Donc pas question de parler de ces populations clandestines de l’existence et également moins des élèves des établissements scolaires qui ont droit à une visite groupée du rébarbatif musée lors du Mois du patrimoine, une virée réplique d’une odyssée qui ne dit pas son nom à Tiddis où les vestiges romains et autres civilisations sont expliqués par, est-il susurré, un ancien garde communal reconverti pour services rendus en guide et évidemment pour ne pas mettre au chômage un père de famille.

Alors, nous avons tenté au début de ce mois de juin de poser la question à un groupe de personnes, des anonymes sans doute non représentatifs en ce sens que le panel est arbitrairement constitué, une question sur l’événement qui aurait marqué le mois de mai à Constantine. Rappelons que le mois du muguet est aussi celui où sont commémorées des dates indélébiles comme le Premier Mai, mais aussi le 3 qui est la Journée mondiale de la liberté d’expression, le 19 mai, Journée de l’étudiant, le printemps théâtral et le Festival de DimaJazz.

Très franchement, c’est avec l’idée de quantifier l’impact de DimaJazz que nous avons entrepris cet humble sondage parce que convaincu en notre for intérieur que c’est évidemment le seul événement marquant pour la période considérée.

Les réponses obtenues sont allées dans deux sens sauf celui escompté. L’événement majeur retenu par les «questionnés» est pour les hommes «la situation qui prévaut au CS Constantine et la motion de défiance des membres de l’AG à Mazar». Pour les femmes, ce sont plutôt «les désagréments dus au derby MOC-CSC»… sauf que celui-ci a eu lieu en… avril.
Indépendamment de la question de sexe, ils ont été unanimes à évoquer également «l’intoxication alimentaire qui a eu lieu dans une cité universitaire [Khroub, ndlr]». Le constat coule de source par voie de conséquence.

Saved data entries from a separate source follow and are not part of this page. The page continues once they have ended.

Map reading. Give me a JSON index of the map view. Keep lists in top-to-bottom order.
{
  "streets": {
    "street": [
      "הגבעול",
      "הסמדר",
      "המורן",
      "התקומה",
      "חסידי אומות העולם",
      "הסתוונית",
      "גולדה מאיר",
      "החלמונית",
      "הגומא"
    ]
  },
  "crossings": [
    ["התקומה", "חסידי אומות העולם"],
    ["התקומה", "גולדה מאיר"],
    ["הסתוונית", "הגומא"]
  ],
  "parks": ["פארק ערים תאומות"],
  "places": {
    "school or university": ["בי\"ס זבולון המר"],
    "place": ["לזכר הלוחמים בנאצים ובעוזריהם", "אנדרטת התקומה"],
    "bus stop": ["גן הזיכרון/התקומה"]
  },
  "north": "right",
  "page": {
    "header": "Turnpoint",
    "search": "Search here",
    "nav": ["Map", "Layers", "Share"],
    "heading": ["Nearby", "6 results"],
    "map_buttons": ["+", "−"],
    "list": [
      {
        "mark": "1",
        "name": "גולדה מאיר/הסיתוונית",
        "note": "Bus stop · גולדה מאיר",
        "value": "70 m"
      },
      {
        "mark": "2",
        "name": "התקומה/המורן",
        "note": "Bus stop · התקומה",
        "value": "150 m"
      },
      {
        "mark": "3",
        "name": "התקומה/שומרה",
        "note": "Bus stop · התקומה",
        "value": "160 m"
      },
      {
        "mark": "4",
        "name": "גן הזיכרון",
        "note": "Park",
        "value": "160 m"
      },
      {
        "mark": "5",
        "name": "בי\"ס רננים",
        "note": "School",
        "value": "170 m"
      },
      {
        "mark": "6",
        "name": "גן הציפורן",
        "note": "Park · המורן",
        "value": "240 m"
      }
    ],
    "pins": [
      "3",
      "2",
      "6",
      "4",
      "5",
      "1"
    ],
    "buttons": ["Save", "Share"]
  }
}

Comment envisager l’exportation de la culture vers des endroits éloignés, enclavés ou marginalisés quand, dans la cité même, au sens le plus noble, elle ne semble pas exister et dévoile, on ne peut mieux, le déficit des
organisateurs, s’il s’agit d’indépendants, et des organismes des pouvoirs publics, s’il s’agit de l’administration, à polariser l’intérêt des habitants sur un événement sur lequel ils restent les seuls à se gargariser et surtout par lequel ils grèvent le Trésor de l’Etat sans parvenir à matérialiser l’utilité publique de leur action.

Eloquente l’appréciation d’un mélomane qui n’a pas approché une seule fois le dernier DimaJazz : «Il semblerait, selon ce qui a été rapporté par vos confrères, que le festival de cette année ait coûté 5 milliards de centimes. Je ne suis pas contre une telle manifestation, mais je me dis qu’un événement d’une telle dimension, du moins au regard de ce qui se dit dans les journaux, aurait du mérite à faire la notoriété la ville non pas uniquement sur le plan national mais international. Or, j’ai franchement l’impression que le trip de 400 personnes [nombre de spectateurs par soirée] revient quand même trop cher d’autant plus que, selon d’autres musiciens, celui-ci [DimaJazz] est nettement moins qualitatif comparativement à celui de l’année écoulée».